During the race, this dashboard acts as a digital race engineer. It compares a live driver against a "Ghost" (fastest) lap in real-time. It features:

Live GPS Map: Visualization of car positions on the Indianapolis Motor Speedway.
Corner-by-Corner Analysis: It calculates time deltas for specific track sectors.
Actionable Insights: A smart notification system that gives instant feedback (e.g., "Losing 0.3s in Sector 2: Ghost is full throttle, you are lifting").
G-G Friction Circle: A professional-grade visualization of tire usage and grip limits.

3. 📊 Post-Event Analysis

After the flag drops, the app generates a narrative "Race Story." It identifies the Hero Lap, the Problem Lap, and calculates the "Theoretical Best Lap" by combining the driver's best sectors to show their true potential.

How we built it

We built the suite using Python as our core engine, leveraging the power of the open-source data science stack:

Streamlit: For the high-performance, interactive web dashboard.
Pandas & NumPy: For heavy data manipulation. We had to pivot millions of rows of "long-format" telemetry data into usable time-series dataframes.
Scikit-learn: We trained a RandomForestRegressor to predict lap times based on inputs like throttle aggression, braking pressure, and cornering speeds.
Matplotlib: Used to render the complex G-G Friction Circle diagram.
Data Integration: We integrated official Al Kamel Systems track maps to define engineering-grade timing sectors (converting inches to meters) for the Indianapolis Motor Speedway.

The Math Behind the Magic

We didn't just plot points; we used math to derive insights.
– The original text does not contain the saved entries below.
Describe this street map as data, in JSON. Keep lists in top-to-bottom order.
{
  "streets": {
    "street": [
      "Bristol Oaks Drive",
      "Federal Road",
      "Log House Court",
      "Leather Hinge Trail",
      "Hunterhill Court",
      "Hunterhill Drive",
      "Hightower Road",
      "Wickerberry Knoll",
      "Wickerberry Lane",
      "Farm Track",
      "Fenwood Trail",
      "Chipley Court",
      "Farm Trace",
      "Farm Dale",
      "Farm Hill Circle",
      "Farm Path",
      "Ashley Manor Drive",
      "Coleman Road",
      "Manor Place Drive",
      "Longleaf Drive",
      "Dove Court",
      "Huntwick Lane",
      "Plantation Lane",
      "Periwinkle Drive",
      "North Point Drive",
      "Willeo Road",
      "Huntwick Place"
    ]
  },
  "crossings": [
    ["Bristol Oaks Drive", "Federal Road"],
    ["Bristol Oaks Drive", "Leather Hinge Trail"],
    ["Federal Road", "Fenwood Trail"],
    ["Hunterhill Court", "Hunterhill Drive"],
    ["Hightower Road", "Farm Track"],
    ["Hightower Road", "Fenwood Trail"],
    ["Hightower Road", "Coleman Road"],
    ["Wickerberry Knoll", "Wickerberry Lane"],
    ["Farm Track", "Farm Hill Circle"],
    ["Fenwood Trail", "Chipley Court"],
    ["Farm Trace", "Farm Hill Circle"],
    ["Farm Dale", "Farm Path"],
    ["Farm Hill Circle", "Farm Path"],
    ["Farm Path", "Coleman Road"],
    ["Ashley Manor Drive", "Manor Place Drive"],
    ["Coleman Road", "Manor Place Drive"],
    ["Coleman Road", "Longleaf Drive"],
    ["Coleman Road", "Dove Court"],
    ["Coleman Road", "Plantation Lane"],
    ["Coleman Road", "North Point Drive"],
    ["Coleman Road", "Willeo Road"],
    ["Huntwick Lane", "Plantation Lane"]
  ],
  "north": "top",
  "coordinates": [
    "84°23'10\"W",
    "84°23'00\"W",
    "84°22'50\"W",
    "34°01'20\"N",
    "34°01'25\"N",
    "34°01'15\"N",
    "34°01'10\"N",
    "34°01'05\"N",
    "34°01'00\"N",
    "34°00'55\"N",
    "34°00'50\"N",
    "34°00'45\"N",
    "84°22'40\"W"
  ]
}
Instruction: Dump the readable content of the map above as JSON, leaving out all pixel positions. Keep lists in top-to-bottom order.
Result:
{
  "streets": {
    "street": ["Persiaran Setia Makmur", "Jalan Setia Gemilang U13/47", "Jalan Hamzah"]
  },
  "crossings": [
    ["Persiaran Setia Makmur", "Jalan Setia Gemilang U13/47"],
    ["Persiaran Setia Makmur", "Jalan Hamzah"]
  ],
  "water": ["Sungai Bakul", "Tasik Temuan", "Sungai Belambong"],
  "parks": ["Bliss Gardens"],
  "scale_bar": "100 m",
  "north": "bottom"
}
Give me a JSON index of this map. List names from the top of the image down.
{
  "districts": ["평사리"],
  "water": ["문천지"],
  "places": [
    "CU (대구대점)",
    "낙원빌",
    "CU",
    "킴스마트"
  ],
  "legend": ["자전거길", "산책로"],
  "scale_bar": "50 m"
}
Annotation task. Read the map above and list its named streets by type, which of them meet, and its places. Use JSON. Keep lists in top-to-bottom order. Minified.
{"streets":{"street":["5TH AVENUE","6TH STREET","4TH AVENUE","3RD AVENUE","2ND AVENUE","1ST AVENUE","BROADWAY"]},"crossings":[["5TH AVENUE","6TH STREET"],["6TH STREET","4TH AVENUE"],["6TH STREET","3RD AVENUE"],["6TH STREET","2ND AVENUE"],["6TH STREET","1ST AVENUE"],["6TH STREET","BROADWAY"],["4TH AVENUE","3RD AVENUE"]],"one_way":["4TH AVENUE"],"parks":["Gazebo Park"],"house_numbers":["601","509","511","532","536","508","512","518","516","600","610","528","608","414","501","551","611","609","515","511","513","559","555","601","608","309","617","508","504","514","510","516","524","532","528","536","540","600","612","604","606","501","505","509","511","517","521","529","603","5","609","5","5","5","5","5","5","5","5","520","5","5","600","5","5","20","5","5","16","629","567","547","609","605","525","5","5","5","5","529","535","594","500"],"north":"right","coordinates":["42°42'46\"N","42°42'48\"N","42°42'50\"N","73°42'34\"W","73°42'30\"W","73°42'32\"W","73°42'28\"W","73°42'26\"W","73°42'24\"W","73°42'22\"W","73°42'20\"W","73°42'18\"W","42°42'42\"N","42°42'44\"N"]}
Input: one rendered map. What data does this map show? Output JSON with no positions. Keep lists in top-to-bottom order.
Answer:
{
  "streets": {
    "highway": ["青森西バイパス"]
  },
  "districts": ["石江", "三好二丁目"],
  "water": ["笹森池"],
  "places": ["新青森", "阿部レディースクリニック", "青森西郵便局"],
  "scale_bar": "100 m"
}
Calculating the Live Delta To give real-time feedback, we calculate the time difference (delta) at every timestamp $ t $ between the live driver and the ghost:

$$ \Delta t = T_{live}(d) - T_{ghost}(d) $$

Where $ d $ represents the distance traveled on the track.

The Theoretical Best Lap For the post-race analysis, we calculate the potential optimal lap time by summing the minimum times achieved in each individual sector $ S $ across all laps $ i $:

$$ T_{theoretical} = \sum_{k=1}^{3} \min(S_{k, i}) $$

This allows us to show the driver exactly how much time they "left on the table."

Friction Circle Analysis To visualize the grip limit on our G-G Diagram, we analyze the combined G-forces:

$$ G_{lat}^2 + G_{long}^2 \le G_{max}^2 $$

Challenges we ran into

Data Synchronization: Comparing two cars (Live vs. Ghost) is difficult because they are at different places at different times. We had to build a robust resampling engine to align both telemetry streams to a common time index so we could calculate accurate deltas.
Sparse Data: The raw telemetry data had gaps and different sampling rates for GPS vs. Engine sensors. We implemented forward-filling and interpolation techniques to create smooth, continuous data for the ML model.
Defining Sectors: Without a predefined track map API, we had to reverse-engineer the track sectors. We analyzed the lap distance data and cross-referenced it with official track documents to program accurate sector "bins" for our analysis.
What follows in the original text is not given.